La consulenza psichiatrica fu affidata al prof Saporito, che godeva fama indiscussa di esperienza clinica e dottrina accademica. Dopo diciotto mesi il luminare depositò, come abbiamo detto, un elaborato di 650 pagine, dove aveva concentrato l’intera tavolozza della sua vasta erudizione. Dino Buzzati, divertito più che scandalizzato, strapazzò questo poema dove figuravano vocaboli come ipomania, automorfofobia, labe, poichilocitosi, cinofilia ecc.ecc fino all’indice ponderale che il grande scrittore tradusse con il più accessibile sinonimo di peso. Alla fine, Saporito concluse che la donna era totalmente insana. La Corte d’Assise, più prudente, affidò una perizia a un medico diverso, che concluse in modo difforme: Pia Caroselli era incapace, ma solo a metà.
CATTEDRATICI
La parola passò quindi agli avvocati, quasi tutti cattedratici universitari. Fu una disquisizione di alto contenuto giuridico, ma il pubblico voleva sentir parlare di gelosia, sesso e adulterio, più che di dolo eventuale, premeditazione o colpa con previsione. In parte fu accontentato. L’ultimo difensore, essendo stati brillantemente esauriti dai precedenti colleghi tutti gli aspetti tecnici e processuali, partì con il vento in poppa della retorica sentimentale. Spaziò da Gozzano ad Amerigo Vespucci, coinvolgendo Mirabeau, Beaumarchais, Carducci, Moliere, Shakespeare, Tolstoi, Sofocle, Euripide, Jack London, Pascoli, Diderot, Scarron e naturalmente Flaubert. Sazio di tanta erudizione ritornò a Sacchi citando scampoli delle sue famigerate poesie: «Tu paghi le donne belle e brutte con differente moneta/ e la porca la paghi bucandoci il culo». Rincuorato dal silenzio composto dei giudici, l’indomito difensore concluse con una poesia del defunto dedicata alla maternità «Tutta la figliolanza / che vien fuori da una panza /come fossero stronzi».

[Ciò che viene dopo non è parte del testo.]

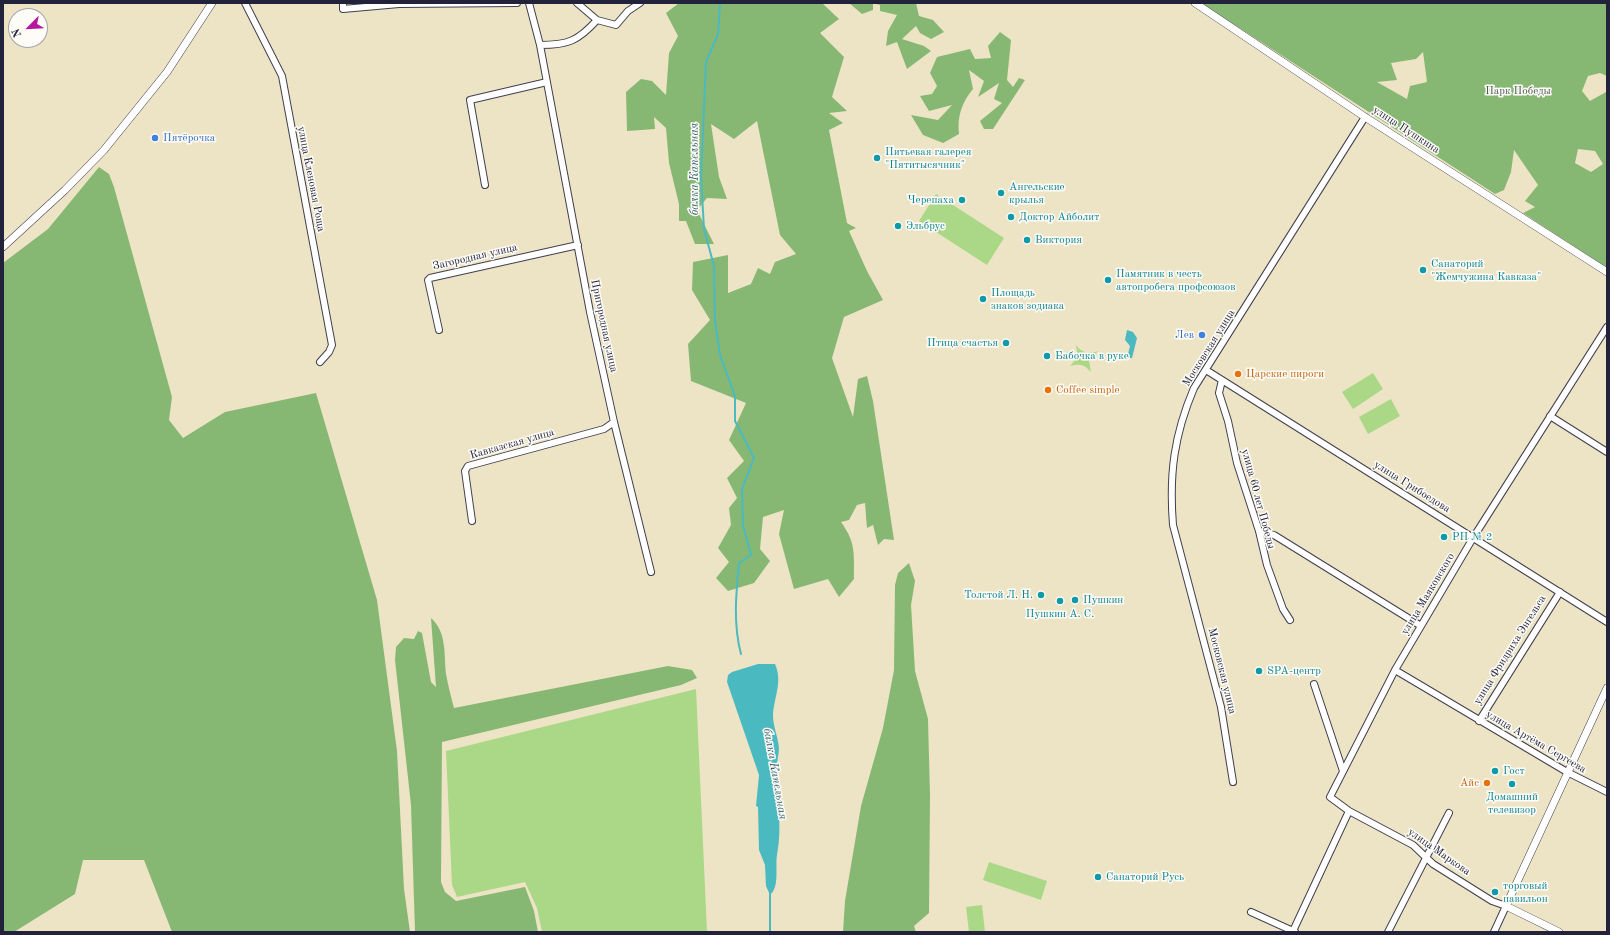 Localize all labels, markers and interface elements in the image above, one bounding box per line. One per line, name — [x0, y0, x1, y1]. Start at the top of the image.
north arrow — [8, 8, 48, 48]
text: N — [11, 27, 24, 39]
park label: Парк Победы — [1485, 84, 1551, 98]
street label: улица Пушкина — [1370, 103, 1442, 157]
water label: балка Капельная — [688, 123, 702, 215]
street label: улица Кленовая Роща — [294, 125, 328, 233]
place label: Пятёрочка — [163, 131, 215, 145]
marker: Пятёрочка — [150, 133, 160, 143]
place label: Питьевая галерея "Пятитысячник" — [885, 145, 971, 171]
marker: Питьевая галерея "Пятитысячник" — [872, 153, 882, 163]
place label: Ангельские крылья — [1009, 180, 1065, 206]
marker: Ангельские крылья — [996, 188, 1006, 198]
place label: Черепаха — [908, 193, 954, 207]
marker: Черепаха — [957, 195, 967, 205]
place label: Доктор Айболит — [1019, 210, 1099, 224]
marker: Доктор Айболит — [1006, 212, 1016, 222]
place label: Эльбрус — [906, 219, 945, 233]
marker: Эльбрус — [893, 221, 903, 231]
place label: Виктория — [1035, 233, 1082, 247]
marker: Виктория — [1022, 235, 1032, 245]
street label: Загородная улица — [431, 241, 519, 273]
place label: Санаторий "Жемчужина Кавказа" — [1431, 257, 1541, 283]
marker: Санаторий "Жемчужина Кавказа" — [1418, 265, 1428, 275]
place label: Памятник в честь автопробега профсоюзов — [1116, 267, 1236, 293]
marker: Памятник в честь автопробега профсоюзов — [1103, 275, 1113, 285]
street label: Пригородная улица — [588, 278, 620, 374]
place label: Площадь знаков зодиака — [991, 286, 1064, 312]
marker: Площадь знаков зодиака — [978, 294, 988, 304]
street label: Московская улица — [1180, 307, 1238, 389]
place label: Лев — [1175, 328, 1194, 342]
marker: Лев — [1197, 330, 1207, 340]
place label: Птица счастья — [927, 336, 998, 350]
marker: Птица счастья — [1001, 338, 1011, 348]
place label: Бабочка в руке — [1055, 349, 1129, 363]
marker: Бабочка в руке — [1042, 351, 1052, 361]
place label: Царские пироги — [1246, 367, 1324, 381]
marker: Царские пироги — [1233, 369, 1243, 379]
place label: Coffee simple — [1056, 383, 1119, 397]
marker: Coffee simple — [1043, 385, 1053, 395]
street label: Кавказская улица — [468, 426, 556, 462]
street label: улица 60 лет Победы — [1238, 447, 1278, 551]
street label: улица Грибоедова — [1371, 458, 1453, 516]
place label: РП № 2 — [1452, 530, 1492, 544]
marker: РП № 2 — [1439, 532, 1449, 542]
street label: улица Маяковского — [1398, 551, 1458, 637]
place label: Толстой Л. Н. — [964, 588, 1033, 602]
marker: Толстой Л. Н. — [1036, 590, 1046, 600]
place label: Пушкин — [1083, 593, 1123, 607]
street label: улица Фридриха Энгельса — [1471, 593, 1549, 707]
marker: Пушкин — [1070, 595, 1080, 605]
marker: Пушкин А. С. — [1055, 596, 1065, 606]
place label: Пушкин А. С. — [1026, 607, 1094, 621]
street label: Московская улица — [1205, 627, 1239, 715]
place label: SPA-центр — [1267, 664, 1321, 678]
marker: SPA-центр — [1254, 666, 1264, 676]
street label: улица Артёма Сергеева — [1484, 708, 1588, 776]
water label: балка Капельная — [760, 727, 790, 821]
place label: Гост — [1503, 764, 1525, 778]
marker: Гост — [1490, 766, 1500, 776]
place label: Айс — [1460, 776, 1479, 790]
marker: Айс — [1482, 778, 1492, 788]
marker: Домашний телевизор — [1507, 779, 1517, 789]
place label: Домашний телевизор — [1486, 790, 1538, 816]
street label: улица Маркова — [1405, 826, 1473, 878]
place label: Санаторий Русь — [1106, 870, 1184, 884]
marker: Санаторий Русь — [1093, 872, 1103, 882]
place label: торговый павильон — [1503, 879, 1548, 905]
marker: торговый павильон — [1490, 887, 1500, 897]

La Corte, esausta, decise secondo consuetudine, cioè in modo equilibrato. Pia fu riconosciuta seminferma di mente, e condannata a dieci anni di reclusione e tre di manicomio criminale. In appello gli anni furono ridotti a sette. La contessa li scontò con dignità e rassegnazione religiosa. Poco prima della scadenza, fu graziata dal Presidente della Repubblica. Morì nel 1980, devolvendo ai familiari di Sacchi i diritti d’autore delle sue memorie.